We got an order of a dozen oysters on the half-shell after that. Like the shooters, the oysters on the half-shell at The Fisherman's were big and meaty. However, like other places we had oysters during our trip to Southern California, we found these to be somewhat fishy in smell and taste and somewhat gritty. But the one thing that made these great was the Atomic Horseradish that came with the oysters. A dollop of the overwhelming Atomic Horseradish mixed in with a meaty oyster and the fishy taste all but went away. Atomic Horseradish is great. (Click here to read about Atomic Horseradish.)

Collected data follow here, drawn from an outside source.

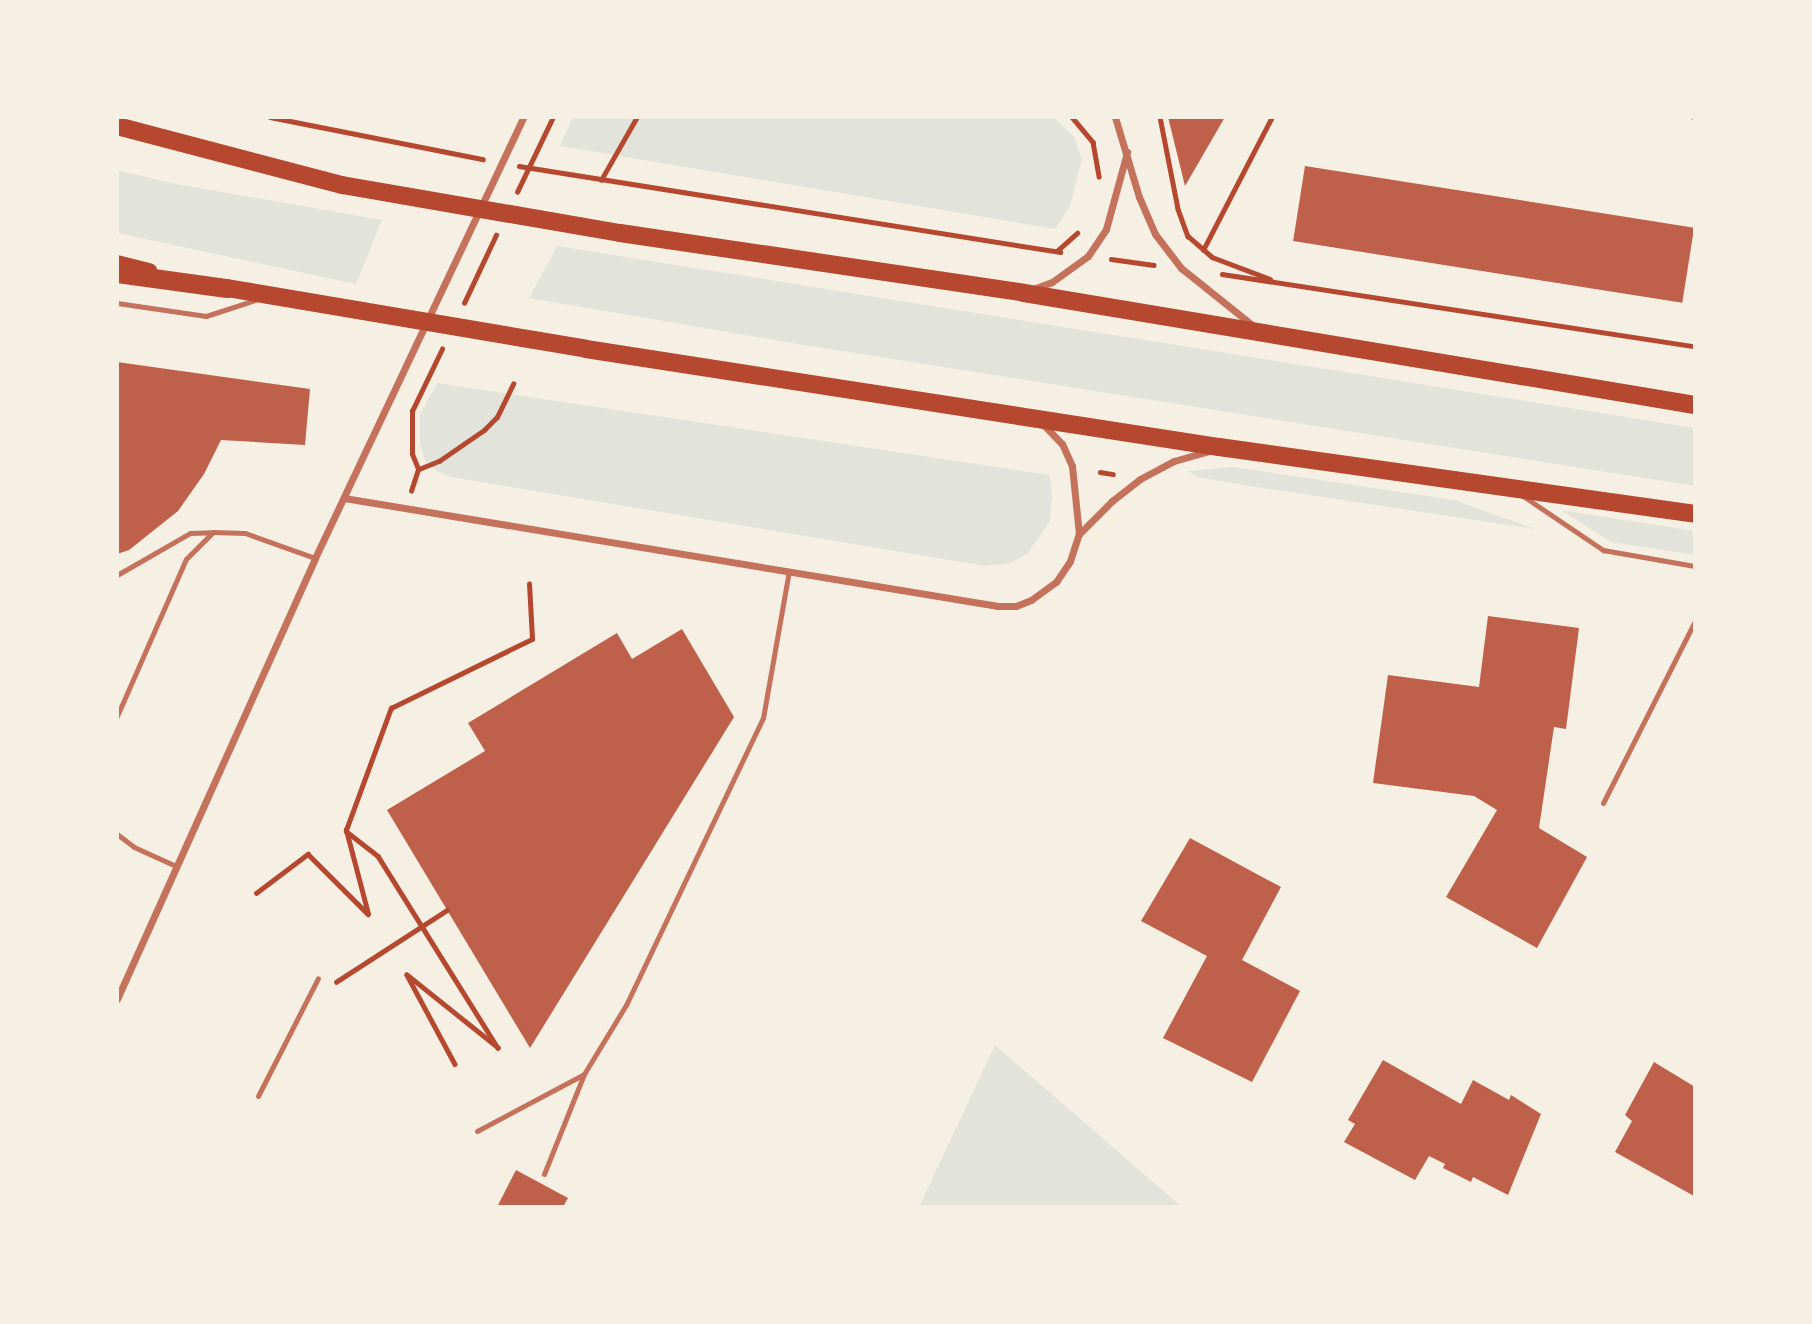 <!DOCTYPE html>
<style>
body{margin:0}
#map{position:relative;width:1812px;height:1324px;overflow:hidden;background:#f6efe4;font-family:Lato,sans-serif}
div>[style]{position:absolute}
.green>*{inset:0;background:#e2e4dc}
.building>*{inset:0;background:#bf614a;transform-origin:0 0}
.path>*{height:4.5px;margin:-2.25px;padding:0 2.25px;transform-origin:2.25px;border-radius:2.25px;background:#b5482f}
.service>*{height:5px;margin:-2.5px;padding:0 2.5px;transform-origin:2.5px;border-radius:2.5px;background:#c5725c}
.minor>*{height:7px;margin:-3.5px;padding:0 3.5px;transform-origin:3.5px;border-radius:3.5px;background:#c5725c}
.secondary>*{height:14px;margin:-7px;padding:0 7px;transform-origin:7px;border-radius:7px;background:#b5482f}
.primary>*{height:18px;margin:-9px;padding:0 9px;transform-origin:9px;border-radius:9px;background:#b5482f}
.trunk>*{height:19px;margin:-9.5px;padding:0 9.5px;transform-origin:9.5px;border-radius:9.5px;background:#b5482f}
span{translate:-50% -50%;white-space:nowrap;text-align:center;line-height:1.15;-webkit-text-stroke:5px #f6efe4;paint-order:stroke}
.frame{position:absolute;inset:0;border:119px solid #f6efe4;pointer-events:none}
</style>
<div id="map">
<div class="green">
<div style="clip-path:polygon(573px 117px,1053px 117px,1074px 137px,1082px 159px,1070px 207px,1055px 229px,560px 146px)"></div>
<div style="clip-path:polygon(117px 170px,171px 183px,382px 220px,356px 284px,117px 233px)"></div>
<div style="clip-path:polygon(557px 246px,1695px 428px,1695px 486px,798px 344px,529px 298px)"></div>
<div style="clip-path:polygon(437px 383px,1050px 475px,1052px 496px,1050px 521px,1027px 554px,1010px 563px,986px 566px,451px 477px,435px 470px,425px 461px,420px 443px,420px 414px)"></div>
<div style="clip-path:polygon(1233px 467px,1454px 500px,1535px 529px,1256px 487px,1197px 477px,1188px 471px)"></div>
<div style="clip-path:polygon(1561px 510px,1695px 531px,1695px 555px,1611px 542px)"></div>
<div style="clip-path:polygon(995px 1045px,1182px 1207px,919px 1207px)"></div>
</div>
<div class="building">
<div style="clip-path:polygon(1168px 117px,1225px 117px,1185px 186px)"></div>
<div style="left:1305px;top:166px;width:394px;height:76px;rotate:9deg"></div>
<div style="clip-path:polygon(117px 362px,310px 389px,305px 445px,221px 440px,204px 474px,178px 511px,129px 550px,117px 554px)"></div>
<div style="clip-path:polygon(1488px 616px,1579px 628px,1566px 729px,1554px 727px,1539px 828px,1587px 857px,1537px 948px,1446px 897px,1497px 810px,1474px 796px,1373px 783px,1388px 675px,1479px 687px)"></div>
<div style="clip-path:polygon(682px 629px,734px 717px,530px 1048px,387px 810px,485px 751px,468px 723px,617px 633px,632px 659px)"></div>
<div style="clip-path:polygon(1190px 838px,1281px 887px,1242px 960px,1300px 991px,1252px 1082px,1163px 1038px,1207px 956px,1141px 921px)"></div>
<div style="clip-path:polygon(1383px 1060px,1461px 1104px,1473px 1080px,1509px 1100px,1511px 1095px,1541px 1114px,1508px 1195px,1473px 1177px,1471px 1182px,1443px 1168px,1445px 1164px,1429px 1156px,1415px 1180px,1344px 1142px,1355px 1124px,1348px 1120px)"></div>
<div style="clip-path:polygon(1654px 1062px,1695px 1087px,1694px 1196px,1615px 1152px,1632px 1121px,1625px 1115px)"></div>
<div style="clip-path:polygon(516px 1170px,568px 1198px,563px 1207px,497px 1207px)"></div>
</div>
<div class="path">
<div style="left:270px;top:117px;width:217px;rotate:11.2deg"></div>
<div style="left:1072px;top:117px;width:33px;rotate:50deg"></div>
<div style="left:1093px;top:142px;width:35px;rotate:80deg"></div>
<div style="left:1160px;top:117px;width:94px;rotate:78.9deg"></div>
<div style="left:1178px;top:209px;width:29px;rotate:70deg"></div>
<div style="left:1188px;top:236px;width:32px;rotate:41deg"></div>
<div style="left:1212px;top:257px;width:62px;rotate:20.8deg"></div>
<div style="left:519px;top:166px;width:548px;rotate:9.03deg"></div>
<div style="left:601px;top:180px;width:73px;rotate:-60.3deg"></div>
<div style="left:517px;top:192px;width:83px;rotate:-64.4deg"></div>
<div style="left:1203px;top:250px;width:150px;rotate:-62.6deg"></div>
<div style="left:1057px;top:251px;width:27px;rotate:-42deg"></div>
<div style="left:1111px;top:259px;width:43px;rotate:7.9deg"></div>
<div style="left:1222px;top:274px;width:478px;rotate:8.7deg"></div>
<div style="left:464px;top:303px;width:75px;rotate:-64.8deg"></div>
<div style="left:419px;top:469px;width:22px;rotate:-22deg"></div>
<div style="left:439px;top:461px;width:55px;rotate:-34.6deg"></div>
<div style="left:484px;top:430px;width:18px;rotate:-45deg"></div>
<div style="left:497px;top:417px;width:37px;rotate:-64deg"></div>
<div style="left:1100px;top:472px;width:13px;rotate:9deg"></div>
<div style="left:411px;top:491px;width:23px;rotate:-72deg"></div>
<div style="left:418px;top:469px;width:16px;rotate:-112deg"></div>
<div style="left:412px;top:454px;width:43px;rotate:-90deg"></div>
<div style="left:412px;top:411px;width:69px;rotate:-64.2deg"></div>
<div style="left:346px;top:831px;width:41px;rotate:38deg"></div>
<div style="left:378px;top:856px;width:226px;rotate:58deg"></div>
<div style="left:498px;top:1048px;width:117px;rotate:-141.3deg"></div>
<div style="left:407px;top:975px;width:101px;rotate:61.7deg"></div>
<div style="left:256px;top:893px;width:65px;rotate:-36.9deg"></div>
<div style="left:308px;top:854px;width:85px;rotate:45deg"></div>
<div style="left:368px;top:914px;width:87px;rotate:-104.7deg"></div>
<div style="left:346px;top:830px;width:130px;rotate:-69.8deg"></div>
<div style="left:391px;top:708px;width:157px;rotate:-26.1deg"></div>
<div style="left:532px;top:639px;width:55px;rotate:-93.1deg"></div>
<div style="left:336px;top:982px;width:132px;rotate:-33deg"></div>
</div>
<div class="service">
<div style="left:1693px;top:117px;width:2px;rotate:27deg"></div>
<div style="left:117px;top:303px;width:90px;rotate:8.3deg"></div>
<div style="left:206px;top:316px;width:55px;rotate:-18.1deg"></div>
<div style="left:1523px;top:496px;width:97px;rotate:34deg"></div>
<div style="left:1603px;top:550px;width:93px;rotate:9.9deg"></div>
<div style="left:117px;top:575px;width:84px;rotate:-29.9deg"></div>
<div style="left:190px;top:533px;width:23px;rotate:-2deg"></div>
<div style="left:117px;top:716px;width:171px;rotate:-66.3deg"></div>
<div style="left:186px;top:559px;width:38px;rotate:-45deg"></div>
<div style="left:213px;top:532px;width:32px;rotate:2deg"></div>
<div style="left:245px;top:533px;width:74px;rotate:19.7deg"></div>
<div style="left:1603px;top:803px;width:204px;rotate:-63.2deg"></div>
<div style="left:117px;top:834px;width:21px;rotate:37deg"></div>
<div style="left:134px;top:847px;width:46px;rotate:24.3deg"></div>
<div style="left:258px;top:1096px;width:132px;rotate:-63deg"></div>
<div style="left:477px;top:1131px;width:121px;rotate:-28deg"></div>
<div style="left:584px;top:1074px;width:81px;rotate:-58.7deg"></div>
<div style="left:626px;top:1005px;width:318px;rotate:-64.5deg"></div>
<div style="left:763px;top:718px;width:149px;rotate:-80deg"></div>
<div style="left:544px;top:1174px;width:108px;rotate:-68.2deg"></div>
</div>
<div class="minor">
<div style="left:1115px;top:117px;width:84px;rotate:73.3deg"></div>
<div style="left:1139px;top:197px;width:40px;rotate:66.6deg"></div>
<div style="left:1155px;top:234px;width:43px;rotate:52.6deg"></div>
<div style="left:1181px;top:268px;width:96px;rotate:38.7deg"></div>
<div style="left:1033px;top:289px;width:20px;rotate:-20deg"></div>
<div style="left:1052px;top:282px;width:44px;rotate:-35.8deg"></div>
<div style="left:1088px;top:256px;width:32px;rotate:-56deg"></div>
<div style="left:1106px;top:229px;width:80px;rotate:-74.7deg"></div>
<div style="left:344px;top:498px;width:663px;rotate:9.38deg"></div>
<div style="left:998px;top:606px;width:18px"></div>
<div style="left:1016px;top:606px;width:16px;rotate:-22deg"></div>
<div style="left:1031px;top:600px;width:31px;rotate:-36deg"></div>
<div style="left:1056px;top:582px;width:25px;rotate:-56deg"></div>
<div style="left:1070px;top:561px;width:28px;rotate:-72deg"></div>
<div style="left:1079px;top:534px;width:68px;rotate:-95.9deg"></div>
<div style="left:1072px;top:466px;width:24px;rotate:-114deg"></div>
<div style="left:1062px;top:444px;width:30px;rotate:-134deg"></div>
<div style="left:1079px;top:534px;width:47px;rotate:-45deg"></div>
<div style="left:1112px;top:501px;width:36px;rotate:-38deg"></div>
<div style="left:1140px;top:479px;width:38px;rotate:-28deg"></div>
<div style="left:1174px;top:461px;width:35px;rotate:-16deg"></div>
<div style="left:117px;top:999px;width:483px;rotate:-65.8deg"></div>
<div style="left:315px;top:558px;width:488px;rotate:-64.7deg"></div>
</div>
<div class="secondary">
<div style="left:117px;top:262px;width:34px;rotate:14deg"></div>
</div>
<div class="primary">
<div style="left:117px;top:126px;width:233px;rotate:14.7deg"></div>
<div style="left:342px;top:185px;width:282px;rotate:9.8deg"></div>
<div style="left:620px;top:233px;width:408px;rotate:8.4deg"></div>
<div style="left:1024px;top:293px;width:680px;rotate:9.48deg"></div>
<div style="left:227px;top:288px;width:364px;rotate:9.6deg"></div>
<div style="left:586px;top:349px;width:641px;rotate:8.8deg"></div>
<div style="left:1219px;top:447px;width:481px;rotate:8deg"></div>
</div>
<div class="trunk">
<div style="left:117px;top:273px;width:111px;rotate:7.8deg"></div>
</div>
<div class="frame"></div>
</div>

Cindy decided that she needed some clam chowder to warm her up. The lamp heaters were doing a good job of keeping me warm - I joked that the lamp was causing me to turn medium-rare on one side - but Cindy thought she needed something a little warm to help her out. The clam chowder came in a deep bowl and was a traditional New England-style chowder. Cindy said it was very good, but very rich. She couldn't finish the whole bowl because she wanted something for her main course and didn't want to spoil that.
I wanted some shrimp. They didn't have any peel-and-eat shrimp on the menu, but they did have a prawns cocktail. And for good measure, I also ordered up a dungeness crab cocktail they had on the menu that evening. The prawns were big, fresh and tasty, but the dungeness crab cocktail was heavenly. Chunks of crab meat sat on top of a cocktail sauce. As good as the prawns were, the dungeness crab cocktail was even more fabulous.
Still not satisfied that I'd had enough seafood, we signed up for bucket of the clams. They were steamed in their own natural juices, along with fresh garlic, chopped celery and onions. These clams were simply outstanding. Big and meaty, the clams were easy to chew - not the rubbery consistency that you get with over-cooked clams. It was served with fresh sourdough bread and dipping the bread into the clam broth was an extra treat to go along with the clams.
Actually, I had looked at a number of things on the menu before I ordered the bucket of clams. They had a seared ahi tuna as well as Hawaiian-style ahi tuna poke on the menu. They also had Cajun-style ahi tuna tacos. I almost went with that before deciding on the clams. Cindy had her eyes on the crab cakes and she that's what she ordered. Fresh dungeness and snow crab meat were mixed together, lightly breaded, then pan-fried in olive oil. Technically an appetizer, the crab cakes were good sized and more than enough for what Cindy was looking for. She was very happy that she got them.
I think it's safe to say that we fully achieved seafood overload during our visit to The Fisherman's Restaurant and Bar in San Clemente. From the great views, to the relaxed atmosphere, to the good service, and the broad selection of very good seafood The Fisherman's was exactly what we were looking for that particular evening. This was fun for us to just order a bunch of things and we enjoyed them all very much.